Si Bo Stefan Eriksson avait crashé une Porsche GT2, ou même une Lamborghini Gallardo, au lieu d'une Ferrari d’une valeur à sept chiffres, il n'aurait pas attiré l'attention du monde entier.
S'il avait roulé à 150 km/h au lieu de 320 km/h, il est peu probable que l'accident aurait même effleuré les faits divers des journaux locaux de Los Angeles. La personnalité exubérante de Bo Stefan Eriksson qui a été à l'origine de son succès volcanique l’a totalement aveuglé et l’a poussé à un tel niveau d'absurdité qu’il devait imploser.
Délinquance Mafia et poudre blanche
Bo Stefan Eriksson est connu de la police suédoise sous le nom de Tjock-Steffe ("Gros Steve") ou de "The Banker" (le banquier) par la mafia locale d'Uppsala, la quatrième ville de Suède, située à environ 60 km au nord de Stockholm.
Il fait du motocross à l'âge de douze ans et participe à des courses depuis l'âge de 18 ans. Pour gagner sa vie, il est ouvrier dans un atelier de carrosserie mais il bifurque vers la délinquance.
Au début des années 90, Eriksson devient le chef d'un groupe que la presse suédoise surnomme Uppsalamaffian (la "mafia d'Uppsala" ou "la pègre d'Uppsala »), responsable de crimes violents et très médiatisés, jusqu'alors rarement vus dans le pays. Connu pour être un playboy, il s’exhibe sur son hors-bord de 1 200 chevaux capable d’atteindre plus de 100 km/h.
En 1993, les motifs d’accusation sont multiples, contrefaçon, fraude, extorsion de fond, drogue, Eriksson est condamné à dix ans de prison, mais il n'en purgera que la moitié.
Eriksson est un amateur d’automobile, de belles automobiles.
Il débute la compétition en 2001 en disputant le championnat suédois de tourisme sur une BMW. En 2002, il dispute le même championnat avant de s’orienter en 2005 vers le championnat FIA/GT sur une Modena du l’équipe Cirtek.
Directeur Europe de Gizmondo
En 2001, Eriksson rejoint la filiale britannique de Tiger Telematics au poste de Directeur Europe. Il a en charge ‘GameTrac’ qui est un projet de console de jeux révolutionnaire. L’objectif est de rivaliser avec Nintendo et Sony sur le marché des jeux vidéo portables. L’entreprise est dirigée par son ami Carl Freer qui a un passé de receleur de voitures de luxes volées….
En fait, la raison officielle pour laquelle la société mère Tiger Telmatics, a initialement engagé Eriksson, était de fournir à l'entreprise des contacts de haut niveau dans le domaine de la course automobile. Ce qu'Eriksson a fait, dans une certaine mesure, en obtenant le parrainage de l'équipe Jordan Grand Prix.

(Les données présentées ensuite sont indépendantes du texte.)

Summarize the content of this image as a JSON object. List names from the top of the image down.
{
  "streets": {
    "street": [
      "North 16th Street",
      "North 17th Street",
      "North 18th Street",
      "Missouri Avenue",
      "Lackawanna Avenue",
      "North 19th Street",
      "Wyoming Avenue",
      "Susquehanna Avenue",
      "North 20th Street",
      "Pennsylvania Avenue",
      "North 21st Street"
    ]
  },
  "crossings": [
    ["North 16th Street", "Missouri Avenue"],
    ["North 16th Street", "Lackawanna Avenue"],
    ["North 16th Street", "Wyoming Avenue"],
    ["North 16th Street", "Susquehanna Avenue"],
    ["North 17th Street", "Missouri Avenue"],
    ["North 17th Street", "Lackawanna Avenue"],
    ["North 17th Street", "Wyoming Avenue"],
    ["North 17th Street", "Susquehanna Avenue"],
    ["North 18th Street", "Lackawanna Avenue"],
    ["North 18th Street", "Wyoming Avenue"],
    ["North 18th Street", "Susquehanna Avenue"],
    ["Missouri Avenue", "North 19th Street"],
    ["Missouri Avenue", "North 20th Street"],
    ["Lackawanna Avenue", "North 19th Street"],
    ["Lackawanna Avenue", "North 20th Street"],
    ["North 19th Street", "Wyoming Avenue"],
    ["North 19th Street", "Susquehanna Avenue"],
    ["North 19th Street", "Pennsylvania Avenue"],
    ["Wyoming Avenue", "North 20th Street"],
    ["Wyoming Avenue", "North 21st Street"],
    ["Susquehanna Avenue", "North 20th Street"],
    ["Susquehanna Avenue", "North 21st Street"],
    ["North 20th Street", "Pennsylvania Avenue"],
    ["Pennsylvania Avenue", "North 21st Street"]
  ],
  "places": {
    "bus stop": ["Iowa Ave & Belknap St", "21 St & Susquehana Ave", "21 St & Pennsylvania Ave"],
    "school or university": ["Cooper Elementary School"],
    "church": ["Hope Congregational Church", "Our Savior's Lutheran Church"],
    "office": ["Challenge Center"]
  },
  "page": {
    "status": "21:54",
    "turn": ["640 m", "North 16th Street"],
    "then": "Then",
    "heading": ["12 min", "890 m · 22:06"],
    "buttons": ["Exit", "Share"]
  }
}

Le communiqué de Jordan F1 / Juillet 2003
Un contrat est signé entre Tiger Telematics et Jordan pour un accord de parrainage sous la marque Gametrac. Le contrat est signé pour Silverstone et pour l'intégralité de la saison 2004. Gametrac est un petit appareil offrant une capacité de texte SMS, des jeux passionnants et un suivi GPS destiné aux enfants de tous âges. Tiger Telematics est un concepteur, développeur et distributeur de systèmes et de services télématiques mobiles qui combinent la technologie de positionnement mondial et de reconnaissance vocale pour localiser et suivre les véhicules et les personnes jusqu'au niveau de la rue à travers le monde.
En tant que sponsor officiel, Jordan a placé l'une de ses voitures de course dans le hall du siège social de Gizmondo Europe, juste à côté de la piste d'atterrissage de Farnborough, à 45 minutes à peine de Londres. Alors que la plupart des entreprises se contenteraient d'une sculpture moderne ou d'une peinture impressionniste, Gizmondo a préféré placer une Formule 1 jaune canari d'une valeur de 6 millions de dollars dans son hall d'entrée aux murs de verre, pour que tout le monde puisse la contempler.
La présentation de la console ‘GameTrac’ est faite lors de l’E3 2004.
Sur le papier, la console semble être un produit ambitieux. C’est une console de jeux, un PDA, un GPS et un appareil photo tout en un.
Juillet 2004, l’écurie de d’Eddie Jordan déchante. "En juillet 2003, Tiger Telematics a conclu un accord de sponsoring pour les Grand Prix 2003 et 2004, mais ils sont revenus sur cet accord", a déclaré une porte-parole de l'équipe. Selon Jordan, "l'affaire est en train d'être résolue par une procédure judiciaire".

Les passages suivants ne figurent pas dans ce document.